We’ve all heard about the 17-year delay in translating biomedical research into daily clinical practice. Morris et al have characterized this delay as having two stages: the first is the delay that occurs between a discovery and testing the discovery in clinical trials, and the second between proving the discovery in clinic trials and implementing the finding in routine practice.1 These delays are a result of the time required for grant development, conduct of research, publication, phase I, II, and III trials, FDA approval, post-marketing testing, guideline preparation, etc. Further, many of these activities – such as grant development, publication, and clinical trials – may be repeated multiple times before a research idea is ready for every day use.
Where do family physicians find themselves in the 17-year delay? Often, it is somewhere along the continuum between clinical studies and routine practice. An increasingly common research trend is the use of comparative effectiveness trials and pragmatic trials, in order to bypass the delay that has occurred between tightly controlled clinical trials (effectiveness) and real-world use studies (efficacy). Bridging this gap between medical research and medical care holds the potential to shorten the 17-year delay, providing better care for patients in a more timely fashion. But in the context of a busy clinic, conducting research can be perceived as incredibly disruptive.
Minimizing that disruption has been the focus of collaboration between the Divisions of Family Medicine and Public Health at the University of Utah. Researchers from the University of Utah Primary Care Research Network (UUPCRN) conducted a survey of 59 clinicians and staff working in university-run primary care clinics. The purpose of the survey was to evaluate existing involvement in research among clinicians and to identify barriers to increased involvement. When asked how many studies they had been involved in, 79.7% stated 2 or fewer studies, and 49.2% indicated they had never participated in a study within the community clinics, despite broad positive perceptions of the benefits of clinic-based research.
This survey identified a number of important barriers preventing greater clinician involvement in research. As shown in the graph below, barriers deemed “significant” by greater than 30% of all respondents included lack of compensation, research training for clinicians, training of office staff on research protocols, paperwork required, and lack of time. The single greatest barrier was lack of time, with 80% reporting this as a significant barrier and an additional 17% reporting this as a slight barrier.
The UUPCRN research staff decided to focus on minimizing the time barrier. We created a collaborative research workflow that outlined the roles and responsibilities of the PI and of the research team. In this workflow, the clinic-based PI starts with a clinical question, and then works with the research team to develop a researchable question, design, and implement a study. By pairing a clinical expert with research experts, we hope to dramatically reduce the time barrier for clinicians. In our model, the research team is composed of
- clinical research coordinator with CCRP certification (Certified Clinical Research Professional), who handles IRB submissions, consents patients, helps with protocol development, trains clinical staff on the research protocol, and assists with data collection and data interpretation;
- a masters-level trained research assistant, who identifies potential funding resources and assists with grant writing, develops the protocol and data collection forms, sets up the database, manages data cleaning and analysis, conducts literature reviews, assists in interpreting findings and developing dissemination materials (manuscript, poster and/or power point presentation of findings); and
- the director of UUPCRN, a doctoral-level trained researcher, who assists the PI with study design, grant writing, data analysis and interpretation, and preparation of dissemination materials.

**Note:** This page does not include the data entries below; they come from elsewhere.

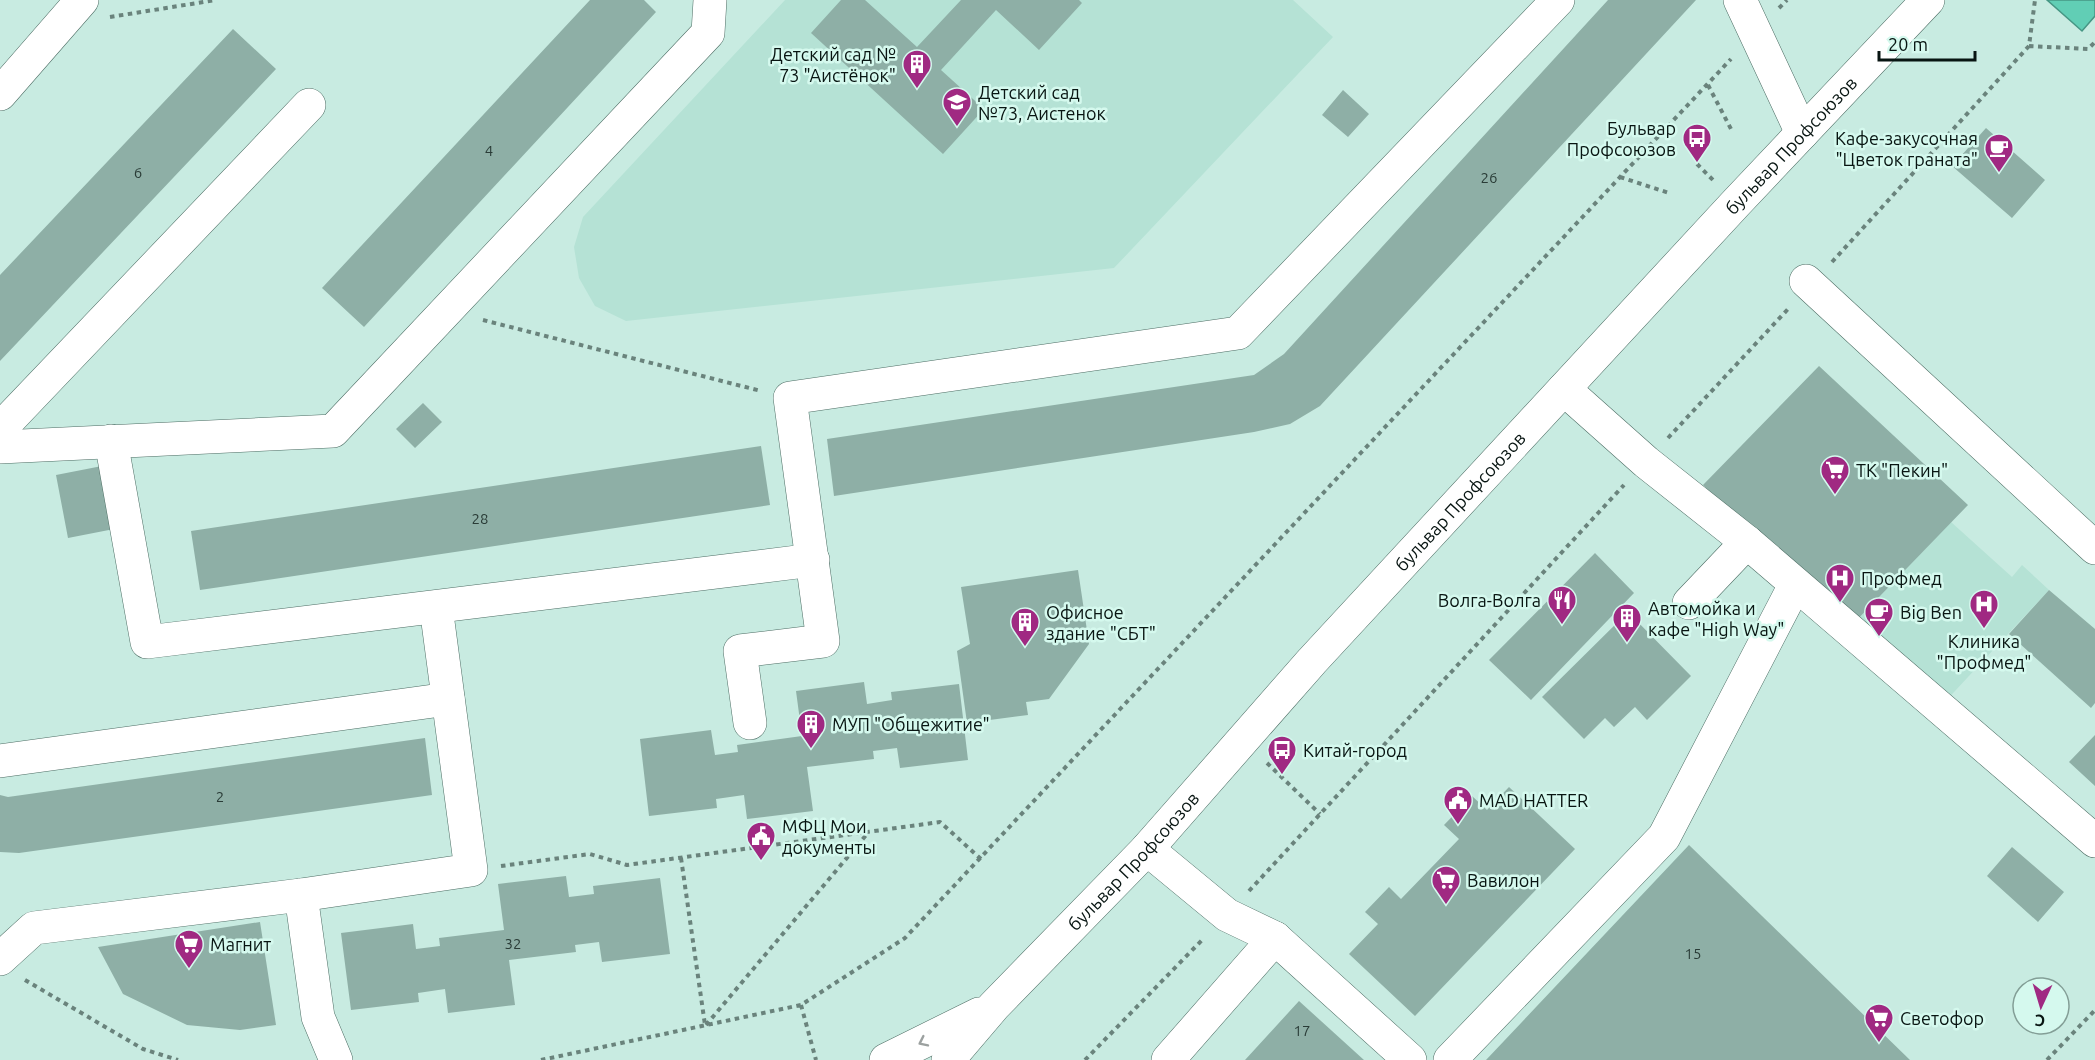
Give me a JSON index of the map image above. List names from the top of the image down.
{
  "streets": {
    "street": ["бульвар Профсоюзов"]
  },
  "places": {
    "building": [
      "Детский сад № 73 \"Аистёнок\"",
      "Автомойка и кафе \"High Way\"",
      "Офисное здание \"СБТ\"",
      "МУП \"Общежитие\""
    ],
    "school or university": ["Детский сад №73, Аистенок"],
    "bus stop": ["Бульвар Профсоюзов", "Китай-город"],
    "cafe": ["Кафе-закусочная \"Цветок граната\"", "Big Ben"],
    "supermarket": [
      "ТК \"Пекин\"",
      "Вавилон",
      "Магнит",
      "Светофор"
    ],
    "hospital": ["Профмед", "Клиника \"Профмед\""],
    "restaurant": ["Волга-Волга"],
    "public building": ["MAD HATTER", "МФЦ Мои документы"]
  },
  "house_numbers": [
    "4",
    "6",
    "26",
    "28",
    "2",
    "32",
    "15",
    "17"
  ],
  "scale_bar": "20 m",
  "north": "bottom"
}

Our goal is to increase the number of Family Medicine providers who are involved in research in a meaningful way during the 2014-15 academic year. We believe the collaboration between clinicians and researchers is key to achieving that goal, and our mixed methods evaluation plan will help us understand where we have succeeded this year and where we have room for improvement.
1. Morris ZS, Wooding S, Grant J. The answer is 17 years, what is the question: understanding time lags in transitional research. J R Soc Med. 2011; 104:510-20.
Lisa Gren, PhD, MSPH is an Assistant Professor at the University of Utah, Division of Public Health, and Director of the University of Utah Primary Care Research Network.